**WHAT THE TASK REQUIRES**
Reproduce, please, only the lines from the first line below to the line containing "Give me a JSON index of the map", inclusive.

**THE RECORDS**
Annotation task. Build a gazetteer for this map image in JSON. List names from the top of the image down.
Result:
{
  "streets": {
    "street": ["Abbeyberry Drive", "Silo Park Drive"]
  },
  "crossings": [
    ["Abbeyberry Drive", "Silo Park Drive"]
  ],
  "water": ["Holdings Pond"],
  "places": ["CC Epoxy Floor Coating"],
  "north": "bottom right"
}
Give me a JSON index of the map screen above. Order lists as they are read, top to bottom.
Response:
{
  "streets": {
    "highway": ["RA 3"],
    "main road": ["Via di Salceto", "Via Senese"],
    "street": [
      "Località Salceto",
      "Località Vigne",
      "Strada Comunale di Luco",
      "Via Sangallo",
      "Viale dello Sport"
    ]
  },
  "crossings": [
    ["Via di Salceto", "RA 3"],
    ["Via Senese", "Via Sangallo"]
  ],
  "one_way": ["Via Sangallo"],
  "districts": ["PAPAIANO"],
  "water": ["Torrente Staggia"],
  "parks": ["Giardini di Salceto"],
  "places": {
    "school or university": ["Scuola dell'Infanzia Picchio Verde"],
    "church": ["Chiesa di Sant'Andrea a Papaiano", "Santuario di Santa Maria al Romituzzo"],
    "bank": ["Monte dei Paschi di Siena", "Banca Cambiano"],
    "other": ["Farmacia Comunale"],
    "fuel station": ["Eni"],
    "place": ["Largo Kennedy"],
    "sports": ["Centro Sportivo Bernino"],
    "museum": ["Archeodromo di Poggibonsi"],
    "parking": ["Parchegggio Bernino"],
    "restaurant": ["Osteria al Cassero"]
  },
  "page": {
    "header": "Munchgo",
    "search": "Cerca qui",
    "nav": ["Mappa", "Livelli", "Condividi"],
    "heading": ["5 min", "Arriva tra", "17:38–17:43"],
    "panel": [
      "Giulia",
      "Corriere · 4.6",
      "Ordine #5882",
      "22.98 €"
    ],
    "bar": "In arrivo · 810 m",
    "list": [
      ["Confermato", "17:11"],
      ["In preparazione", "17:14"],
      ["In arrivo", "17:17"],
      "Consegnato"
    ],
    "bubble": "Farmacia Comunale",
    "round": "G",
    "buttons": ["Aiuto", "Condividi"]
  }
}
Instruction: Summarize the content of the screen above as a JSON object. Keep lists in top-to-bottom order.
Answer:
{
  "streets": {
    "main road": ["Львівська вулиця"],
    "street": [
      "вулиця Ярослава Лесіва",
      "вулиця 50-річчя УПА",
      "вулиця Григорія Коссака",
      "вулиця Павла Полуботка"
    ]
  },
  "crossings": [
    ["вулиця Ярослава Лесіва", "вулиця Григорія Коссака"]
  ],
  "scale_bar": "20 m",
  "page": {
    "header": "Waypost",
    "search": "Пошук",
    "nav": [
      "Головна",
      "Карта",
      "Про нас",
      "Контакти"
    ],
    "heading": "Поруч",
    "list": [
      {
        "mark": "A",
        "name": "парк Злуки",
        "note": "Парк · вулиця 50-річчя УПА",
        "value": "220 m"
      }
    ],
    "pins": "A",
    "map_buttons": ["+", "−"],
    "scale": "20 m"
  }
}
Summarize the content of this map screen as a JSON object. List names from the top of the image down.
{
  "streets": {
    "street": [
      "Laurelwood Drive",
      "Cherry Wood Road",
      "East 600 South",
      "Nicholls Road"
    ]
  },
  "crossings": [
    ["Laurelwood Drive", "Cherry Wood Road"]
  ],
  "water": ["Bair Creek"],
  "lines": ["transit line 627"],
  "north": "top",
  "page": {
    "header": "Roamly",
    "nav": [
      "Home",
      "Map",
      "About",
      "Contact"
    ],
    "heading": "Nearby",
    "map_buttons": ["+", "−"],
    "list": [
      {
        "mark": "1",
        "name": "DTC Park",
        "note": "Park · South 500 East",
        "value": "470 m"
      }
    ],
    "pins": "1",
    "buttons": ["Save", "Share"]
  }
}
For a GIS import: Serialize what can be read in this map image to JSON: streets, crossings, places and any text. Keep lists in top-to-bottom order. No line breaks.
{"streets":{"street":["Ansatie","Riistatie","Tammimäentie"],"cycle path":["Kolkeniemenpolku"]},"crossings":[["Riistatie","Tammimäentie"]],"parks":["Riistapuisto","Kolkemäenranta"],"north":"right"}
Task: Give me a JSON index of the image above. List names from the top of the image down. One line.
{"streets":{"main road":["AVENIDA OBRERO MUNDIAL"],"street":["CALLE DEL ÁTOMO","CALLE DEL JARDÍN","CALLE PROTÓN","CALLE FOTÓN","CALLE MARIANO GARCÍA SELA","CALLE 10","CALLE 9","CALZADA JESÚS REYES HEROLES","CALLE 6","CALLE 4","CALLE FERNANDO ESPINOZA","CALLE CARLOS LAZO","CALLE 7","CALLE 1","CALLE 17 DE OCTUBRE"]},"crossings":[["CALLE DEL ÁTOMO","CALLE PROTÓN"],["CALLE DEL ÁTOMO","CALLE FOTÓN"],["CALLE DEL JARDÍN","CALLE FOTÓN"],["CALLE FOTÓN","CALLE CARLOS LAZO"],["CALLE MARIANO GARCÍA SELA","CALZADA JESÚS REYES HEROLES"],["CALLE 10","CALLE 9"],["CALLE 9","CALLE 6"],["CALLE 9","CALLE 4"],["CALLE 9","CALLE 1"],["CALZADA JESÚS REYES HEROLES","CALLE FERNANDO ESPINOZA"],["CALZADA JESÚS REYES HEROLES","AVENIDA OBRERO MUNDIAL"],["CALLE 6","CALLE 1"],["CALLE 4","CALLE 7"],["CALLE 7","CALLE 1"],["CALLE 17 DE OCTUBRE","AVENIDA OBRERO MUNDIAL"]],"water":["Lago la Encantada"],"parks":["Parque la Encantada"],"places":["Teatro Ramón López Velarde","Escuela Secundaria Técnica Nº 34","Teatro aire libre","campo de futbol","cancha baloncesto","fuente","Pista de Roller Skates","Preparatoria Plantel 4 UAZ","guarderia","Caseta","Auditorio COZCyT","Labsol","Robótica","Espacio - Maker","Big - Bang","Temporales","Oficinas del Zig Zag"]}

**SOLUTION FOR THIS PROBLEM**
Annotation task. Build a gazetteer for this map image in JSON. List names from the top of the image down.
Result:
{
  "streets": {
    "street": ["Abbeyberry Drive", "Silo Park Drive"]
  },
  "crossings": [
    ["Abbeyberry Drive", "Silo Park Drive"]
  ],
  "water": ["Holdings Pond"],
  "places": ["CC Epoxy Floor Coating"],
  "north": "bottom right"
}
Give me a JSON index of the map screen above. Order lists as they are read, top to bottom.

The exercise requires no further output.